## Goal of the exercise:
Your answer must be the lines from the first record through the line that contains "position:relative; flex:1; overflow:hidden", copied exactly and without any pictures.

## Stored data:

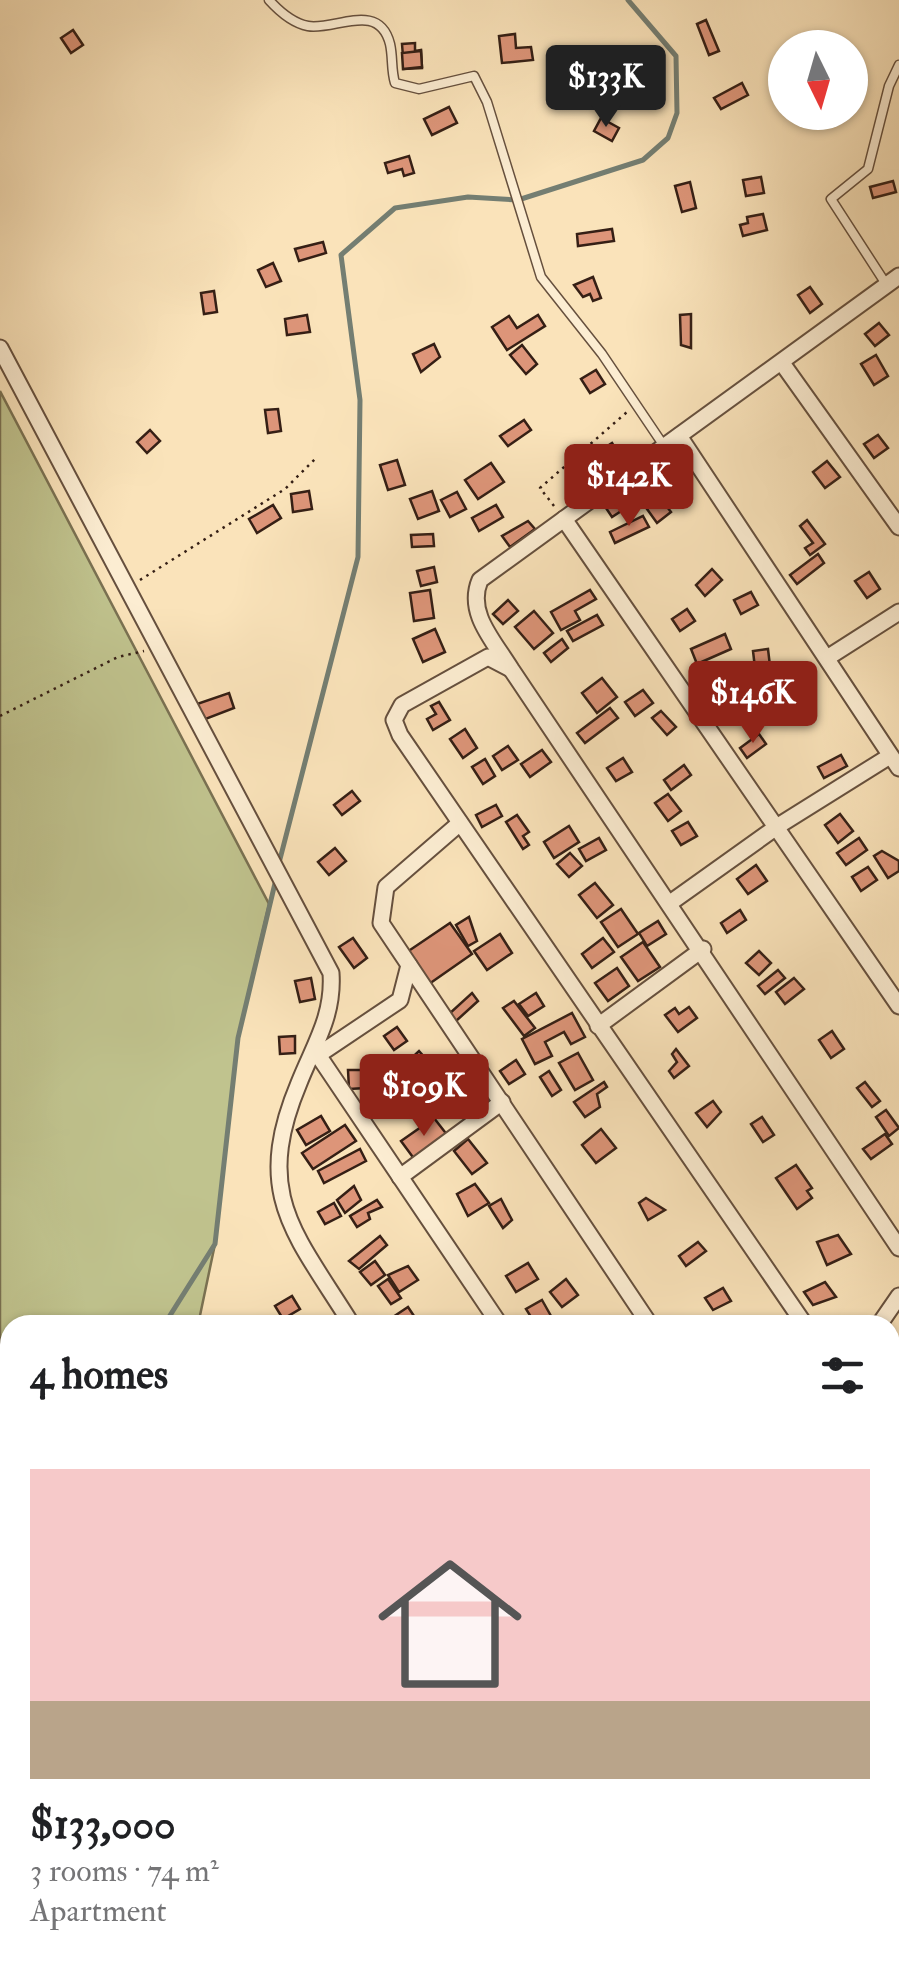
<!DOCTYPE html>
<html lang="en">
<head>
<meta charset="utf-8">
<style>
	:root { --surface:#fff; --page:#f2f2f2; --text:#202124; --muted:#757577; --accent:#8f2418 }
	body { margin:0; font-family:"IM FELL Double Pica",serif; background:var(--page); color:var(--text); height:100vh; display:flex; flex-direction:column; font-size:38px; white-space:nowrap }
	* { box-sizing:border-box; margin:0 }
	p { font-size:32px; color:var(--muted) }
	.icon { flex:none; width:55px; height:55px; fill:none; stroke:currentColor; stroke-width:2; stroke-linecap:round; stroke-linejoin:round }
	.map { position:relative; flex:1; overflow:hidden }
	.sheet { position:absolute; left:0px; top:1315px; width:900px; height:670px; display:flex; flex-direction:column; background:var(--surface); border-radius:30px 30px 0 0; box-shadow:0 2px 8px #0004 }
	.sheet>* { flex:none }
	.needle { width:65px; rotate:175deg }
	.fabs { position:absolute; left:768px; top:30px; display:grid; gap:20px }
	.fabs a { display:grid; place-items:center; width:100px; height:100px; border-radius:50%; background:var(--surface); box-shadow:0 2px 8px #0004; font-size:50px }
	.price { position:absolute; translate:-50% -85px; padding:0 22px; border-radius:10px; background:var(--accent); color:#fff; font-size:32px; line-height:65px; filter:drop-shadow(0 2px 5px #0008) }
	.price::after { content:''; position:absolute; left:50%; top:60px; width:30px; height:22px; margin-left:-15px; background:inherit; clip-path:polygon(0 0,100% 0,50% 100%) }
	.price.on { background:#222; color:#fff }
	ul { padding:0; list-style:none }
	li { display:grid; align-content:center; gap:20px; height:530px; padding:0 30px }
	li span { display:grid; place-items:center; height:310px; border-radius:0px; color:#555 }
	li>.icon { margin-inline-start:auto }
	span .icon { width:180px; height:180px; fill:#fffc; stroke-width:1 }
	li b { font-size:42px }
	h2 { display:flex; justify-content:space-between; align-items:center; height:120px; padding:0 30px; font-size:42px }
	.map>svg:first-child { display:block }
</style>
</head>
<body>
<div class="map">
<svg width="899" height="1985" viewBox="0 0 899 1985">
	<rect width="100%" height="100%" fill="#fae3ba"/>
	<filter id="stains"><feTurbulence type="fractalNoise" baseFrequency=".002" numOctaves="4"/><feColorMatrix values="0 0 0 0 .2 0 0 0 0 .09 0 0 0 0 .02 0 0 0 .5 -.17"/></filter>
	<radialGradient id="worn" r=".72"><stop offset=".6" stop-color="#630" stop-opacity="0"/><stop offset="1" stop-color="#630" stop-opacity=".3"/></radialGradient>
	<polygon fill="#c0c38e" stroke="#7a7152" stroke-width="2.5" points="0,391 269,904 238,1038 215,1244 198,1325 10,1325 10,1975 51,1975 49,1985 0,1985"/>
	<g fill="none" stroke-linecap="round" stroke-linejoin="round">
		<g stroke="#747e72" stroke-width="5">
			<polyline points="279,863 358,557 360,400 341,255 395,208 468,197 518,200 643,160 668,138 677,113 676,56 628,0"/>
			<polyline points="164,1325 215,1244 238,1038 276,879"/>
			<polyline points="47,1985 49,1975"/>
		</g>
	</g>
	<g fill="#dd9579" stroke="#351f15" stroke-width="2.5">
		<polygon points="706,20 719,51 709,55 697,24"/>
		<polygon points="73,30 83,45 71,53 61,38"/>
		<polygon points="515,34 516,48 531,47 533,60 502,63 499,36"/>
		<polygon points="415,43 415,51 421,50 422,68 404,69 402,44"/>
		<polygon points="421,51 422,67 403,69 402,53"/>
		<polygon points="742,83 748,95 721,109 714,98"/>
		<polygon points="449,107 457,123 432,135 424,119"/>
		<polygon points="601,118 619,128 612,141 594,131"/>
		<polygon points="409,156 414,173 404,176 402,169 388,173 385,163"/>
		<polygon points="761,177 764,193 746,196 743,180"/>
		<polygon points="893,181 896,192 873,198 870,187"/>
		<polygon points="690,182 696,208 682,212 675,186"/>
		<polygon points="763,214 767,230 743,236 740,225 748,223 747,217"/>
		<polygon points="612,229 614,241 578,246 577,234"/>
		<polygon points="323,242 326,253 299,261 295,249"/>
		<polygon points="273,263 281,281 266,287 258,270"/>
		<polygon points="593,277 601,298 593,301 590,294 583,297 574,285"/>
		<polygon points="810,287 822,304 810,313 798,295"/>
		<polygon points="214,291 217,312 204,314 201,293"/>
		<polygon points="691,314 691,348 681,345 680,315"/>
		<polygon points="307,315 310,332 287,335 285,319"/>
		<polygon points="538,315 545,326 507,350 492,327 509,316 517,328"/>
		<polygon points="879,323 889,335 875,346 865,334"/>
		<polygon points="434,344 440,357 421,372 413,354"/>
		<polygon points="522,345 537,364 526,374 510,355"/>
		<polygon points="876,355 888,376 874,385 861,364"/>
		<polygon points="596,370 605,384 590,393 581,379"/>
		<polygon points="278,409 281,431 268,433 265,410"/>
		<polygon points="524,420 531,430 508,446 500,436"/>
		<polygon points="150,430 160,441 147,453 137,442"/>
		<polygon points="878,435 888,448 874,458 864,444"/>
		<polygon points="612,443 624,463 611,470 600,451"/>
		<polygon points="397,460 405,485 388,490 380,465"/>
		<polygon points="827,461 840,477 825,488 813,472"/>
		<polygon points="491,463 504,482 478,499 465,480"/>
		<polygon points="309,491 312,509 293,512 291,494"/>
		<polygon points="432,491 439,511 418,519 410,499"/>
		<polygon points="457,492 466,509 450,517 441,500"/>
		<polygon points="623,492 632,504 612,517 604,505"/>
		<polygon points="661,499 671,512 657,523 647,509"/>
		<polygon points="273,505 281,518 257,533 249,519"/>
		<polygon points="496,505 503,517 479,531 472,518"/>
		<polygon points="643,516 649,527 615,543 610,532"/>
		<polygon points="807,520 825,544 810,555 805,548 813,543 800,526"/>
		<polygon points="528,521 535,529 510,547 502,536"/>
		<polygon points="433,534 434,546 412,547 411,535"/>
		<polygon points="818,554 824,563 797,584 790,575"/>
		<polygon points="434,567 437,582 421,586 417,571"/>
		<polygon points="712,569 722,580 705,596 696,585"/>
		<polygon points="869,572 880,589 867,598 855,581"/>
		<polygon points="430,590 434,618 414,621 410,593"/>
		<polygon points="590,590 596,599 575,611 580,620 561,630 551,612"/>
		<polygon points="751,592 758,605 741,614 734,600"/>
		<polygon points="508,600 518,611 503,624 493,614"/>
		<polygon points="687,609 695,621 680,631 672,619"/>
		<polygon points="534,611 553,633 534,649 515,627"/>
		<polygon points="597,615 603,625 573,641 567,631"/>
		<polygon points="435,629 445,652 423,662 413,639"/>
		<polygon points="725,634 731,649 697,664 691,649"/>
		<polygon points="562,639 568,648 551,662 544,653"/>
		<polygon points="768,649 770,666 755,668 753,651"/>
		<polygon points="602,678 617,697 597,713 582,693"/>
		<polygon points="794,687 800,694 781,708 771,695 780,688 784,694"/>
		<polygon points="643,690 653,703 635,716 625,702"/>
		<polygon points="229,693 234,708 203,720 197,704"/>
		<polygon points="439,702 450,720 433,730 427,719 436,714 431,706"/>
		<polygon points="610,708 618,718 585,743 577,733"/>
		<polygon points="661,711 676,727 667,735 652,718"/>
		<polygon points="465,729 477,748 463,758 450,739"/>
		<polygon points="759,734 766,744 747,758 740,748"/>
		<polygon points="508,746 518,760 502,770 493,756"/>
		<polygon points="542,750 551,762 530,777 521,764"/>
		<polygon points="841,755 847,766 824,778 818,767"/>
		<polygon points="623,758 632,772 616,781 607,768"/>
		<polygon points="485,759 495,776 483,784 472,767"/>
		<polygon points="684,765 691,775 671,790 664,780"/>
		<polygon points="352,791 360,801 342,815 334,805"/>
		<polygon points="668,794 681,811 668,821 655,803"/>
		<polygon points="496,805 502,816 482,827 476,815"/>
		<polygon points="840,814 853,831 838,843 825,825"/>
		<polygon points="517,815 529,832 523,836 529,845 523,849 506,822"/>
		<polygon points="688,822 697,836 681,845 672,831"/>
		<polygon points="569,826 579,842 554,858 544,842"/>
		<polygon points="599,838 606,850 586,861 579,849"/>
		<polygon points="859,838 867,850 846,865 837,853"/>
		<polygon points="335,848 346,861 329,875 318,862"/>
		<polygon points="882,851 899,861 899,871 888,878 874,856"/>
		<polygon points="570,853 582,866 569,877 557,864"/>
		<polygon points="756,865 767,881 748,894 737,879"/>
		<polygon points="868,867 877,880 861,891 852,877"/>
		<polygon points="595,883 613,905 597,918 579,895"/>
		<polygon points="621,909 638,934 618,947 601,922"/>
		<polygon points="740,910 746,920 727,933 721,923"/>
		<polygon points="469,917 477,941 468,946 456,925"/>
		<polygon points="658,921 666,934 647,946 639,933"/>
		<polygon points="450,923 472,954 429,984 407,952"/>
		<polygon points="500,934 512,953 487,970 474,951"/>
		<polygon points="353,938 367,958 354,968 339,947"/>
		<polygon points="603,938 614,952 592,968 582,954"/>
		<polygon points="643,942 660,967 638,981 621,957"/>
		<polygon points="759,951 771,963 759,975 746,963"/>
		<polygon points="617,968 629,986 608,1001 595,983"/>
		<polygon points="778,970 785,978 765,994 758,986"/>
		<polygon points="311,978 315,999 300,1002 295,981"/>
		<polygon points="794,978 804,989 785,1004 776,992"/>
		<polygon points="472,993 478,1001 456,1021 449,1014"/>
		<polygon points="536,993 544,1006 528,1016 519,1004"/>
		<polygon points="514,1001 535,1028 524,1036 503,1008"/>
		<polygon points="689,1007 697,1018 678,1032 665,1015 675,1008 679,1014"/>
		<polygon points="572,1013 585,1037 571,1044 564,1032 545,1042 552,1056 535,1064 522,1039"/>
		<polygon points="397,1027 407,1041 394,1050 384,1036"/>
		<polygon points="832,1031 844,1049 831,1058 819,1040"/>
		<polygon points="295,1036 295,1053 280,1054 279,1037"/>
		<polygon points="676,1049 689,1066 674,1078 669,1071 677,1062 672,1054"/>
		<polygon points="419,1051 432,1066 416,1081 403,1066"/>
		<polygon points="578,1053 593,1080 575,1090 559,1063"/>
		<polygon points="516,1060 525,1074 509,1084 500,1071"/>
		<polygon points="392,1064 408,1087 396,1096 380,1072"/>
		<polygon points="348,1070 365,1070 366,1088 349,1089"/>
		<polygon points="549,1071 561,1090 552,1096 540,1077"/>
		<polygon points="604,1082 607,1087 597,1094 600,1107 585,1117 574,1102"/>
		<polygon points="865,1082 880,1101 872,1107 857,1088"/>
		<polygon points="713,1101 721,1112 707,1127 696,1113"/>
		<polygon points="886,1110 899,1128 889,1136 876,1117"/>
		<polygon points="321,1116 330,1131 306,1145 297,1130"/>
		<polygon points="762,1117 774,1135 763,1142 751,1124"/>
		<polygon points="434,1118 448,1136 415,1160 401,1141"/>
		<polygon points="345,1125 356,1141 313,1169 302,1153"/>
		<polygon points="601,1129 616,1148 596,1163 582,1145"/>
		<polygon points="885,1134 892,1144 871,1159 863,1149"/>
		<polygon points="468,1139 487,1163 472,1174 454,1151"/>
		<polygon points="360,1149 366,1161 324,1183 318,1171"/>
		<polygon points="796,1165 812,1188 807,1191 812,1198 797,1209 776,1178"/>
		<polygon points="475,1184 489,1203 468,1216 457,1194"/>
		<polygon points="354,1186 361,1200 345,1213 337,1200"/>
		<polygon points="646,1198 665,1210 648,1220 639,1203"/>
		<polygon points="501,1199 512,1220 503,1228 489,1206"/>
		<polygon points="377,1200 382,1207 368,1213 370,1219 357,1227 350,1216"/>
		<polygon points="334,1203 341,1216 325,1224 318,1212"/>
		<polygon points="838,1235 851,1254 827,1265 817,1242"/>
		<polygon points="380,1236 387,1245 359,1269 349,1261"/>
		<polygon points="698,1242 706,1251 686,1266 679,1256"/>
		<polygon points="375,1261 385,1275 371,1285 360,1272"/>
		<polygon points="528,1263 538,1279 516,1292 506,1276"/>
		<polygon points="408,1266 418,1280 399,1292 388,1275"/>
		<polygon points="388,1279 401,1298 391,1304 378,1286"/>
		<polygon points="566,1279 578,1295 562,1307 550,1292"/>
		<polygon points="825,1282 836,1297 813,1305 804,1292"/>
		<polygon points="723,1288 731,1301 713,1310 705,1298"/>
		<polygon points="292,1296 300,1309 283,1319 275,1306"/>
		<polygon points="542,1300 551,1316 536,1325 526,1309"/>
		<polygon points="408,1307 420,1325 381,1325"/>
		<polygon points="603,1975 628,1975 635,1983 610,1985"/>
	</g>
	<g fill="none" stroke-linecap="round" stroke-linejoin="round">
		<g stroke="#66503e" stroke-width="11">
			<g id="lane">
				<path d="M269,0C279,11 292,23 308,26C334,31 379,0 390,44C393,57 391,70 395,83L419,89L474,76L487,102L541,277L602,354L664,446"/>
				<polyline points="886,284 831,199 868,169 889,86 899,65"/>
				<polyline points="194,1975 202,1985"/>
				<polyline points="284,1975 293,1985"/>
				<polyline points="371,1975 379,1985"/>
				<polyline points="453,1975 460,1985"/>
			</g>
		</g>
		<g stroke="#66503e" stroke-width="19">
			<g id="street">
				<path d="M899,276L480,580C466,613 494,641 511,669L899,1248"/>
				<path d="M0,348L331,973C334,1016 314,1045 299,1083C252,1195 295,1233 352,1325"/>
				<polyline points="782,363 899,527"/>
				<polyline points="679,436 899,768"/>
				<polyline points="564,519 899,1006"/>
				<polyline points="827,658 899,612"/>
				<polyline points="509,668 488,657 402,705 394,720 400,735 805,1325"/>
				<polyline points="460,823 386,887 381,923 650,1325"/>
				<polyline points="670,903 778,826 890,756"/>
				<polyline points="598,1026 703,949"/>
				<polyline points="316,1052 500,1325"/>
				<polyline points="318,1055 400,1000 409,965"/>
				<polyline points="400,1177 502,1102"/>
				<polyline points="879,1325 899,1296"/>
				<polyline points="890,1509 899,1496"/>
				<polyline points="890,1649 899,1636"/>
				<polyline points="890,1670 899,1683"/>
				<polyline points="890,1898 899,1911"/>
				<polyline points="778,1975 785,1985"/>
				<polyline points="121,1985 128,1975"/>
				<polyline points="496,1985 506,1975"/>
				<polyline points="680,1985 691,1975"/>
			</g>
		</g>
		<g stroke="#351f15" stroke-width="2.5" stroke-dasharray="2.5 5" stroke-linecap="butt">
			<polyline points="554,506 540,488 627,412"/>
			<polyline points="140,580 285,489 315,459"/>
			<polyline points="0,716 118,657 144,651"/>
		</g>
		<use href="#lane" stroke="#fcedd2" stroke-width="8"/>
		<use href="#street" stroke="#fcedd2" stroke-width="15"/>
	</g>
	<rect width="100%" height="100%" filter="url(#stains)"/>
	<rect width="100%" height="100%" fill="url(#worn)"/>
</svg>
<div class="fabs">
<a><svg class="needle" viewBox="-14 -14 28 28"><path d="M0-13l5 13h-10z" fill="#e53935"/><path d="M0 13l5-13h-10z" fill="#757577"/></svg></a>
</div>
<b class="price on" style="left:606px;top:130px">$133K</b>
<b class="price" style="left:629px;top:529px">$142K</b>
<b class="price" style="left:753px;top:746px">$146K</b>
<b class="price" style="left:424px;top:1139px">$109K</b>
<section class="sheet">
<h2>4 homes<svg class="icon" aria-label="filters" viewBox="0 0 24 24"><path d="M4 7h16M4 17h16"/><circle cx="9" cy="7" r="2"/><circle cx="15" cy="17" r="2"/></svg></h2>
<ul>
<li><span style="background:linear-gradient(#f6c9c9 75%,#b9a48a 0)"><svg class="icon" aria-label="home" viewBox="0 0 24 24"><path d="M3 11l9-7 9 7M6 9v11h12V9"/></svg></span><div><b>$133,000</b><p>3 rooms · 74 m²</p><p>Apartment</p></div></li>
</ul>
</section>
</div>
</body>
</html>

## Answer box:
<!DOCTYPE html>
<html lang="en">
<head>
<meta charset="utf-8">
<style>
	:root { --surface:#fff; --page:#f2f2f2; --text:#202124; --muted:#757577; --accent:#8f2418 }
	body { margin:0; font-family:"IM FELL Double Pica",serif; background:var(--page); color:var(--text); height:100vh; display:flex; flex-direction:column; font-size:38px; white-space:nowrap }
	* { box-sizing:border-box; margin:0 }
	p { font-size:32px; color:var(--muted) }
	.icon { flex:none; width:55px; height:55px; fill:none; stroke:currentColor; stroke-width:2; stroke-linecap:round; stroke-linejoin:round }
	.map { position:relative; flex:1; overflow:hidden }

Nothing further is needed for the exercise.